University of the People Survey Finds 59% of College Non-Completers Want to Return and Finish Their Degree

By Henry Kronk
June 11, 2018

No matter where a student lives, higher education is expensive. Even in countries where tuition is paid for by the government, learners must spend most of the week learning, leaving little room to make a sufficient income to pay the rent. But according to Shai Reshef, president and founder of the University of the People, an institution of higher education, the most expensive degree is one a learner begins, but never completes.

That statement is backed up by a recent poll conducted in conjunction between the Harris Poll and Resef’s institution. From a sample of 450 Americans who had enrolled, but never completed college, a majority expressed the wish to finish their studies.

The Results

What’s more, 59% said they would return to college and complete a degree if they could afford it. 58% said they would if they could work classes into their schedule. Even less controversial, 72% of the so-called non-completers believe they’d have better career opportunities if they completed their degree.

Annie Spratt, Unsplash.

“31 million people started higher education but had to drop out, many of them due to financial reasons and others simply because it wasn’t the right time for them to complete their degree,” Reshef said in a statement. “Most American non-completers recognize the benefits of higher education, but either due to their lifestyle or lack of finances they are prevented from achieving this.
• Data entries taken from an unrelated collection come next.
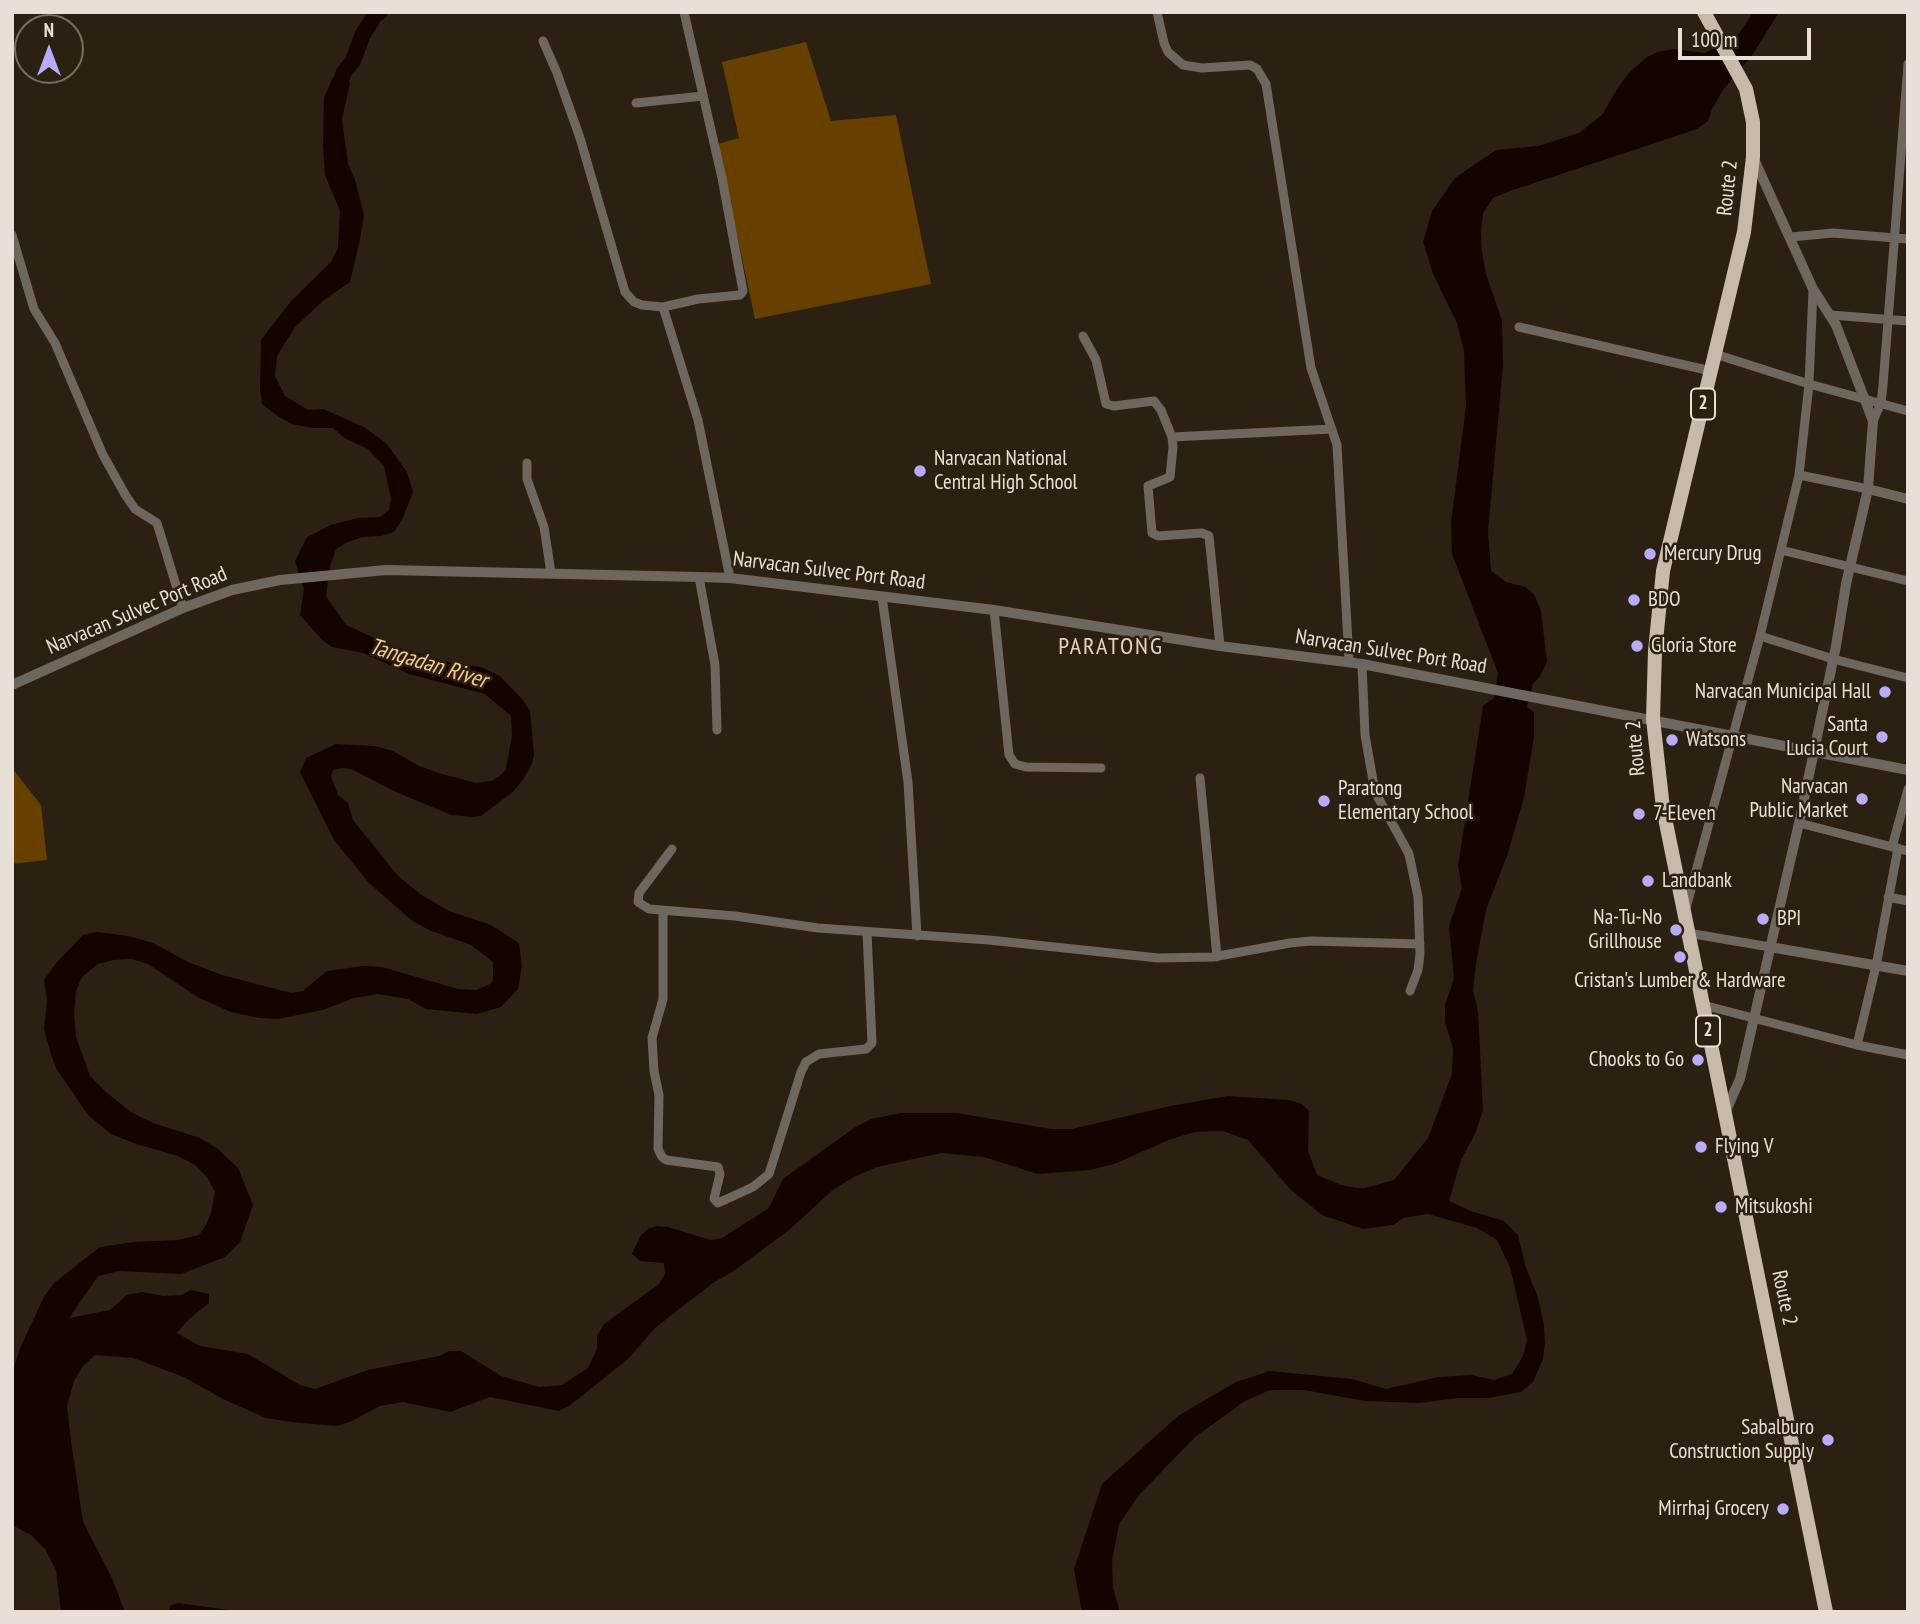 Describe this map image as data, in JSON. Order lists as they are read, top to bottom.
{
  "streets": {
    "highway": ["Route 2", "2"],
    "street": ["Narvacan Sulvec Port Road"]
  },
  "crossings": [
    ["Route 2", "Narvacan Sulvec Port Road"]
  ],
  "districts": ["PARATONG"],
  "water": ["Tangadan River"],
  "places": [
    "Narvacan National Central High School",
    "Mercury Drug",
    "BDO",
    "Gloria Store",
    "Narvacan Municipal Hall",
    "Santa Lucia Court",
    "Watsons",
    "Narvacan Public Market",
    "Paratong Elementary School",
    "7-Eleven",
    "Landbank",
    "BPI",
    "Na-Tu-No Grillhouse",
    "Cristan's Lumber & Hardware",
    "Chooks to Go",
    "Flying V",
    "Mitsukoshi",
    "Sabalburo Construction Supply",
    "Mirrhaj Grocery"
  ],
  "scale_bar": "100 m",
  "north": "top"
} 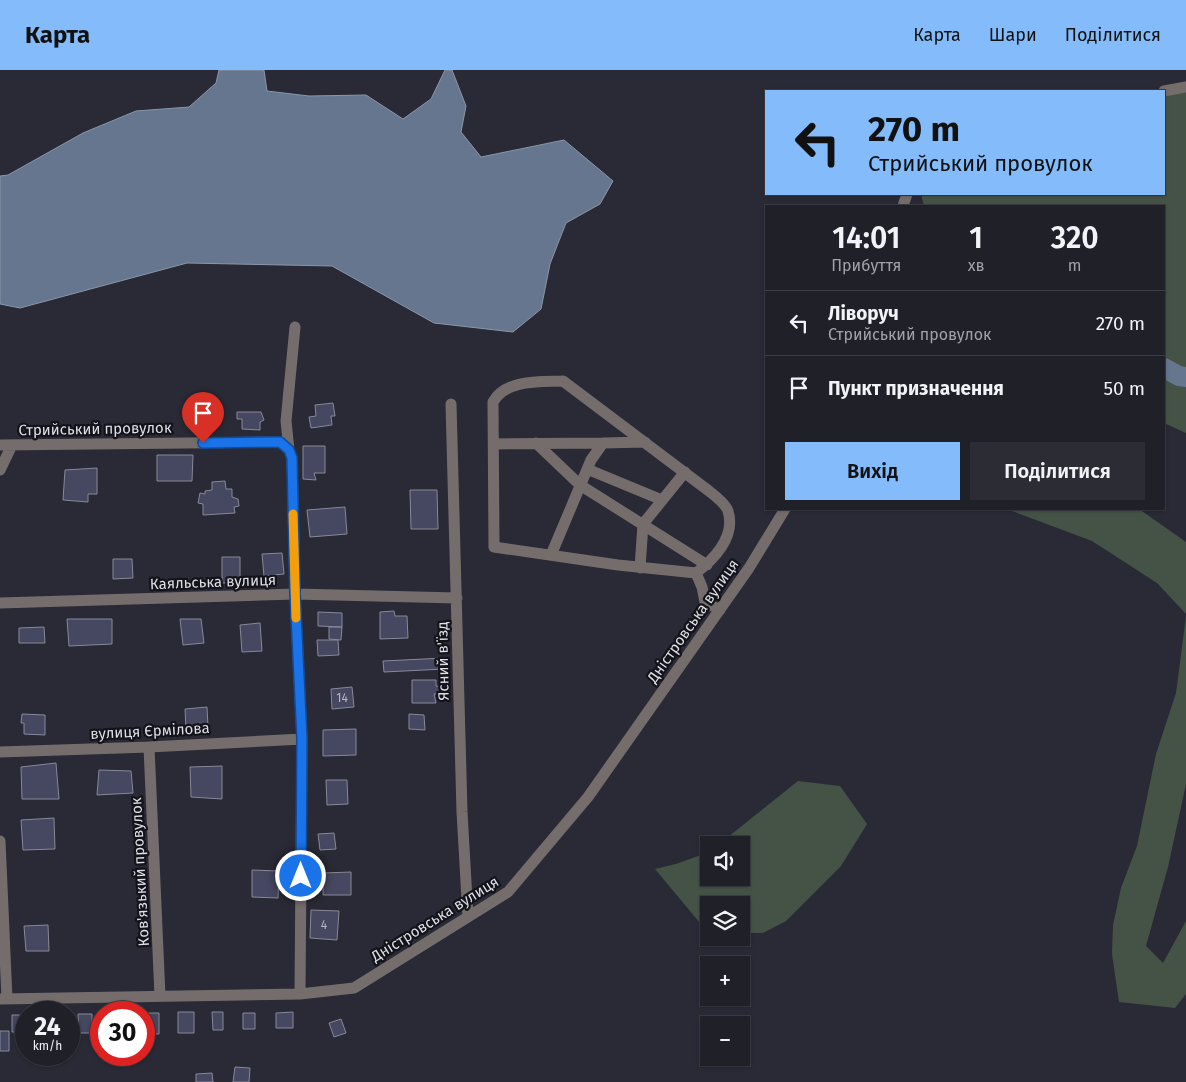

Making higher education flexible, affordable, and high quality is the only solution for accommodating the millions of students who need to fit their studies around busy family, work, and life schedules. This is where the future of higher education is heading. This is exactly what we set out to accomplish at University of the People.”

“For a nation that faces a widespread skilled labor shortage, coupled with a growing class of driven but unqualified workers, the findings of this study are critical,” said Catherine Bond Hill, Managing Director of Ithaka S+R and University of the People council member. “Life presents seemingly insurmountable obstacles for many students, but by stopping their education they risk the loss of the significant lifetime benefits of a degree: benefits which extend both to the individual and to the economy at large. This includes better jobs and socioeconomic mobility.  Those with a college degree, for example, have median earnings that are about 65% higher than those with a high school diploma.”

University of the People

Reshef’s institution is trying to change that. University of the People offers online accredited degree programs without charging tuition. All educational material is sourced from openly-licensed texts and students do not pay to access it. Instructors teach on a volunteer basis. At the completion of each course, students are asked to pay an assessment fee, which is the only expense of learning via University of the People. When all is said and done, a learner could earn a four-year Bachelor’s degree for roughly $4,000.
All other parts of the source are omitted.